Exercise brief: Only the lines below between the ones containing "display:grid; place-items:center; width:26px;" and "margin:0; padding:0; list-style:none", inclusive, are to be reproduced, each exactly as it stands.

Records to use:

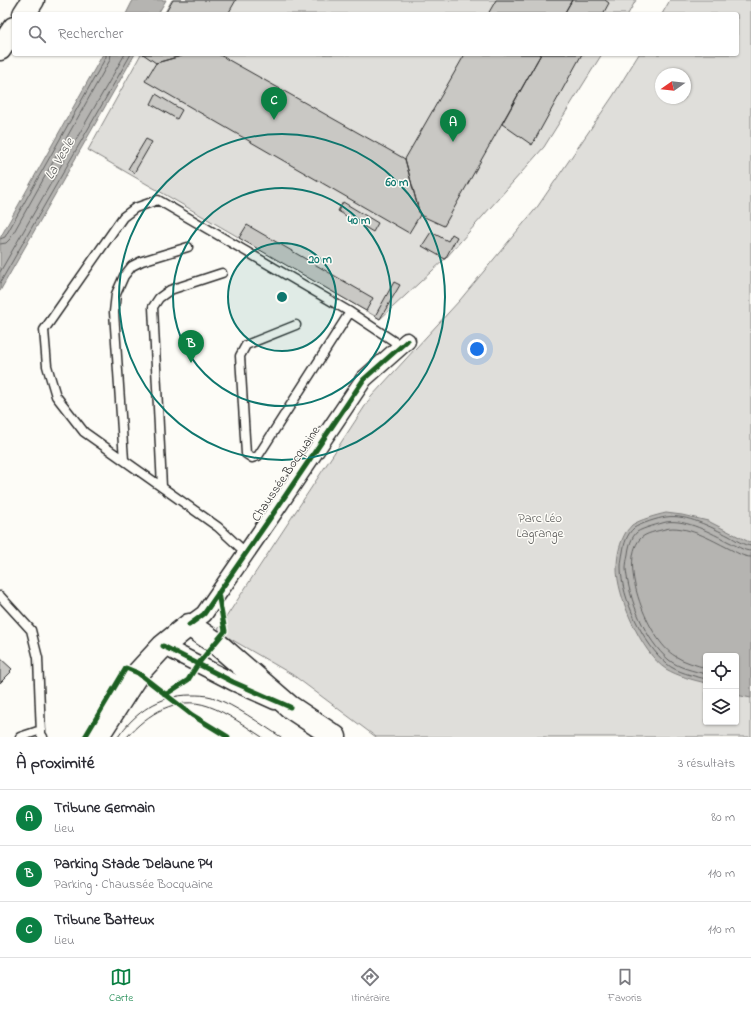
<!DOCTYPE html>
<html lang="fr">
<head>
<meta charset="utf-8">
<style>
	body { margin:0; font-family:"Indie Flower",sans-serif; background:#f2f2f3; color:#2b2b33 }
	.controls { position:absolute; right:12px; bottom:12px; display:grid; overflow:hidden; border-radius:4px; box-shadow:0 1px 3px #0004 }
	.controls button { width:36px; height:36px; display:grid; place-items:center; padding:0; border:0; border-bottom:1px solid #e1e1e2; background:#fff; color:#2b2b33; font:20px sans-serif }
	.compass { position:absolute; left:655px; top:68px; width:36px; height:36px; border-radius:50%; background:#fff; box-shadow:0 1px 3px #0004; rotate:256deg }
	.you { position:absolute; left:477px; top:349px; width:14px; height:14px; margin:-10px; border:3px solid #fff; border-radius:50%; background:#1a73e8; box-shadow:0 0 0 6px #1a73e833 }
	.badge { display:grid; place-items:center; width:26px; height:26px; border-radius:50%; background:#0b8043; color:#fff; font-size:13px; font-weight:700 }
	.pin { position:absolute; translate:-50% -33px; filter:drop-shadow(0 1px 2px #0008) }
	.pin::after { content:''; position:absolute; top:21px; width:14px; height:12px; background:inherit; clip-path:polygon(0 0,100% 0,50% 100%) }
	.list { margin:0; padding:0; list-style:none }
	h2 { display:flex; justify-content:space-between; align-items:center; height:52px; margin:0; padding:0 16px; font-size:17px }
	h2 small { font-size:13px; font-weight:400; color:#7c7c81 }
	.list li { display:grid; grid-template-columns:26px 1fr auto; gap:12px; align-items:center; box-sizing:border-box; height:56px; padding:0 16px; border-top:1px solid #e1e1e2 }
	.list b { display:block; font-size:15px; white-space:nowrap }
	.list p { margin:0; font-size:13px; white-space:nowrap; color:#7c7c81 }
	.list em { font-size:13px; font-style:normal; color:#7c7c81 }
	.icon { flex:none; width:22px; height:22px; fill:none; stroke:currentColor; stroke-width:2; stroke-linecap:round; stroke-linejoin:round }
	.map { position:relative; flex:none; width:751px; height:737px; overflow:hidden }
	.search { position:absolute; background:#fff; box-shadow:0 1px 3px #0004; left:12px; right:12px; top:12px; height:44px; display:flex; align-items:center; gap:10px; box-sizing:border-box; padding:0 14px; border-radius:4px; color:#7c7c81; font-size:15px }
	.sheet { height:220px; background:#fff }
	nav { display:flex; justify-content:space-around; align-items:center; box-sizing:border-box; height:56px; border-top:1px solid #e1e1e2; background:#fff; font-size:11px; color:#7c7c81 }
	nav a { display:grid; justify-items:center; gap:2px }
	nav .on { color:#0b8043 }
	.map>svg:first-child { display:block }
	.green { fill:#dfdeda; stroke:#858482; fill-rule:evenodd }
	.water { fill:#b5b4b1; stroke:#7e7d7b }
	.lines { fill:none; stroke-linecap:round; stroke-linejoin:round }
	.shore { stroke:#626261; stroke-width:1 }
	.building { fill:#c9c8c4; stroke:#2b2b2b }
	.service-casing { stroke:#2b2b2b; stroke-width:11 }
	.minor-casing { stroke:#2b2b2b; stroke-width:19 }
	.secondary-casing { stroke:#2b2b2b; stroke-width:25 }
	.motorway-casing { stroke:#2b2b2b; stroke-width:25 }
	.service { stroke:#fdfcf7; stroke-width:8 }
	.minor { stroke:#fdfcf7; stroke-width:16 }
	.secondary { stroke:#fdfcf7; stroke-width:22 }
	.motorway { stroke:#fdfcf7; stroke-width:22 }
	.tram { stroke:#2b2b2b; stroke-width:1 }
	.cycleway-casing { stroke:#fdfcf7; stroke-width:8 }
	.cycleway { stroke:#1b5e20; stroke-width:5 }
	.ring { fill:none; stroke:#0f766e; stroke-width:2 }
	.labels { text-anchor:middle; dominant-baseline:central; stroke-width:3; stroke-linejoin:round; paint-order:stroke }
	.street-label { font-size:13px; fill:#2b2b2b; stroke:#fdfcf7 }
	.park-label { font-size:13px; fill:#585857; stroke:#fdfcf7 }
	.water-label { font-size:14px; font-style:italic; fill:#5b5b5a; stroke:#fdfcf7 }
	.centre { fill:#0f766e; stroke:#fdfcf7; stroke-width:2 }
	.ring-label { font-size:12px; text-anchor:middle; font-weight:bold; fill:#0f766e; stroke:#fdfcf7; stroke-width:3; stroke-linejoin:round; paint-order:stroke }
</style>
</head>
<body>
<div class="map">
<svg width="751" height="737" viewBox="0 0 751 737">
	<rect width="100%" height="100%" fill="#fdfcf7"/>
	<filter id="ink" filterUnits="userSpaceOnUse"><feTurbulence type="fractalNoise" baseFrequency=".025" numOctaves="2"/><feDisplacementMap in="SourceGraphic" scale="8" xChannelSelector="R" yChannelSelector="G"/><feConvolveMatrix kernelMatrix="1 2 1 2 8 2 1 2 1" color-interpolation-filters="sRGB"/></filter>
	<g filter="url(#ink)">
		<path class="green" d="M 172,0 L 636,0 L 628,14 L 164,14 Z
			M 670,0 L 751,0 L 751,737 L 376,737 L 293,675 L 217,631 L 371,397 L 460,300 L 538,206 L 613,96 L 639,54 L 737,54 L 737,14 L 662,14 ZM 661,74 L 685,74 L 685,98 L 661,98 ZM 706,656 L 736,656 L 736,722 L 706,722 Z
			M 141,54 L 602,54 L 544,147 L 445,259 L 380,319 L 88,150 Z"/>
		<path class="water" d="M 133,0 L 166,0 L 158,14 L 126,14 Z
			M 103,54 L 135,54 L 0,291 L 0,238 Z
			M 666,513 L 682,515 L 708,521 L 751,543 L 751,698 L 736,695 L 736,656 L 706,656 L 706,683 C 693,680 678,676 666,669 C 642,654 616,595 617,567 C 617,555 620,542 626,532 C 628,530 630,527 632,525 C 639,520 657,515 666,513 Z"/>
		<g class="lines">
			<path class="shore" d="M 0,239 L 5,237 L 106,57 L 106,54
				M 0,244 L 6,243 L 10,239 L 110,60 L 111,54
				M 0,272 L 125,54
				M 0,283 L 131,54
				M 706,668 C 696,665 684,662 675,656 C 649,641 618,564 640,539 C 645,533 658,531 665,529 C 685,524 712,540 728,548 C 736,552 743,557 751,557
				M 706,674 C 694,671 679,668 669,660 C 645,640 629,600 626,569 C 626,564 627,559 628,554 C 629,546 631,538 637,532 C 643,528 659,524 666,522 C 687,519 711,533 729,542 C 736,545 743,551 751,551
				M 706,679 C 694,676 676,672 667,664 C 644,645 621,598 621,567 C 621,563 622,557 623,552 C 624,544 627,534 634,528 C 640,524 658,518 666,517 C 687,514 711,527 729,536 C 736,540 743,545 751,546"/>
		</g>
		<path class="building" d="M 173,0 L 236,0 L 228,14 L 165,14 Z
			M 496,0 L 572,0 L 564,14 L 488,14 Z
			M 572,0 L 605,0 L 609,3 L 603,14 L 564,14 Z
			M 143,54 L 188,54 L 156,63 Z
			M 188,54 L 218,54 L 405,159 L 420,215 L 409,233 L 145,81 L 156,63 Z
			M 465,54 L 541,54 L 444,226 L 420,215 L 405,159 Z
			M 541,54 L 582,54 L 532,145 L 502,124 Z
			M 156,94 L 182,110 L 177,119 L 151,104 Z
			M 146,139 L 152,142 L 134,173 L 128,169 Z
			M 343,202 L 378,223 L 373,232 L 338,211 Z
			M 247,225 L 373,298 L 366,311 L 239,238 Z
			M 431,232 L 448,241 L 452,234 L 457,237 L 445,259 L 422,246 Z
			M 394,282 L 400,285 L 380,319 L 375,316 Z
			M 0,658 L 12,669 L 10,671 L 11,672 L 0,683 Z"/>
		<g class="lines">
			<g class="service-casing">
				<path id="service" d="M 296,325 L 246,345 L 240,356 L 246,454 L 252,458 L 258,456 L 350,312
					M 124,460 L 114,312 L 116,294 L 124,276 L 132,266 L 142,261 L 188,247
					M 162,487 L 153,307 L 159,298 L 170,290 L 222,273
					M 246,553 L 218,527 L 84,432 L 56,396 L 47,366 L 44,330 L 123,217 L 135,208 L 158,200 L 350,312 L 401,346
					M 0,596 L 31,630 L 38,658 L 41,734 L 43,737
					M 20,737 L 41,730"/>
			</g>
			<g class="minor-casing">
				<path id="minor" d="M 189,625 L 204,614 L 275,511 L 364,379 L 407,341
					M 163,646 L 233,682 L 275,701"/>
			</g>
			<g class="secondary-casing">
				<path id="secondary" d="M 97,737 L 138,673 L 163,646 L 189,625 L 216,643 L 290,707 L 335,737"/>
			</g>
			<g class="motorway-casing">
				<path id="motorway" d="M 24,14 L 33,0
					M 0,49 L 14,28"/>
			</g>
			<use href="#service" class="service"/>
			<use href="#minor" class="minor"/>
			<use href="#secondary" class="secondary"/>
			<use href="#motorway" class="motorway"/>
			<path class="tram" d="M 118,737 C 135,712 160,695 191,695 C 198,695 205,695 212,697 C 237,706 259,723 281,737
				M 127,737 C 147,714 177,695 208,706 C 228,713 245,726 262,737"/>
			<g class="cycleway-casing">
				<path id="cycleway" d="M 189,625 L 204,614 L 275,511 L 364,379 L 407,341
					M 163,646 L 233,682 L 290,707
					M 165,695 L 188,680 L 198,664 L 225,631 L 218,593
					M 85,737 L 126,668 L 138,673 L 192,715 L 228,737"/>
			</g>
			<use href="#cycleway" class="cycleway"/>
		</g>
	</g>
	<circle cx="282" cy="297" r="54" fill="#0f766e" fill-opacity=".12"/>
	<g class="ring">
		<circle cx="282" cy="297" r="54"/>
		<circle cx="282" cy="297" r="109"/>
		<circle cx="282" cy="297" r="163"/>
	</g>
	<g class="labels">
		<g class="street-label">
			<text transform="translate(286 474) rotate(-56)">Chaussée Bocquaine</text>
		</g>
		<g class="park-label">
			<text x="540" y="518">Parc Léo<tspan x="540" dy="15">Lagrange</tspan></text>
		</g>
		<g class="water-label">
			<text transform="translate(60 159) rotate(-60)">La Vesle</text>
		</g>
	</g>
	<circle cx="282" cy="297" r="6" class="centre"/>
	<g class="ring-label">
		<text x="397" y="186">60 m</text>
		<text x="359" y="224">40 m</text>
		<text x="320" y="263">20 m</text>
	</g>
</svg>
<div class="controls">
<button><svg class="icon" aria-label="locate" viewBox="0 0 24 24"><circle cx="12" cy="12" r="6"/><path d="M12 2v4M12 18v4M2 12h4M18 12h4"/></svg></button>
<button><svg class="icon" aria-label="layers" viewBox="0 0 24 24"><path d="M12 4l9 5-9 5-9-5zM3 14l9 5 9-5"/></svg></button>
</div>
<svg class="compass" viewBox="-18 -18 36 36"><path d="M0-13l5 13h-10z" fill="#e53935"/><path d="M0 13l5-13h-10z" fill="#7c7c81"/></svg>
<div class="you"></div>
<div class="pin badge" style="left:453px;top:142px">A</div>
<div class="pin badge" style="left:191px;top:363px">B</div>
<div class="pin badge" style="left:274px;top:120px">C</div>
<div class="search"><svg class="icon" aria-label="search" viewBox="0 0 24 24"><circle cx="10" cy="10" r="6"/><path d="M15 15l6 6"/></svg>Rechercher</div>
</div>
<section class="sheet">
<h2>À proximité<small>3 résultats</small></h2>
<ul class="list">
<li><span class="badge">A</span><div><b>Tribune Germain</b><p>Lieu</p></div><em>80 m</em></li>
<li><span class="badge">B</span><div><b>Parking Stade Delaune P4</b><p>Parking · Chaussée Bocquaine</p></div><em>110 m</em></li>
<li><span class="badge">C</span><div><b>Tribune Batteux</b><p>Lieu</p></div><em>110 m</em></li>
</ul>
</section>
<nav>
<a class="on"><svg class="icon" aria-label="map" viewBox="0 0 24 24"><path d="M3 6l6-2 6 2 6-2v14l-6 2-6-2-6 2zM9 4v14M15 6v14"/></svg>Carte</a>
<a><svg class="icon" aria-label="directions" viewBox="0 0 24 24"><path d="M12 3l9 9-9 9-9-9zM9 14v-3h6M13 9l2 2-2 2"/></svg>Itinéraire</a>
<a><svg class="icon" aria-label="saved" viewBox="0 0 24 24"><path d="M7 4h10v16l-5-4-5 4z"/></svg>Favoris</a>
</nav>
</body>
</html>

Result for this exercise:
	.badge { display:grid; place-items:center; width:26px; height:26px; border-radius:50%; background:#0b8043; color:#fff; font-size:13px; font-weight:700 }
	.pin { position:absolute; translate:-50% -33px; filter:drop-shadow(0 1px 2px #0008) }
	.pin::after { content:''; position:absolute; top:21px; width:14px; height:12px; background:inherit; clip-path:polygon(0 0,100% 0,50% 100%) }
	.list { margin:0; padding:0; list-style:none }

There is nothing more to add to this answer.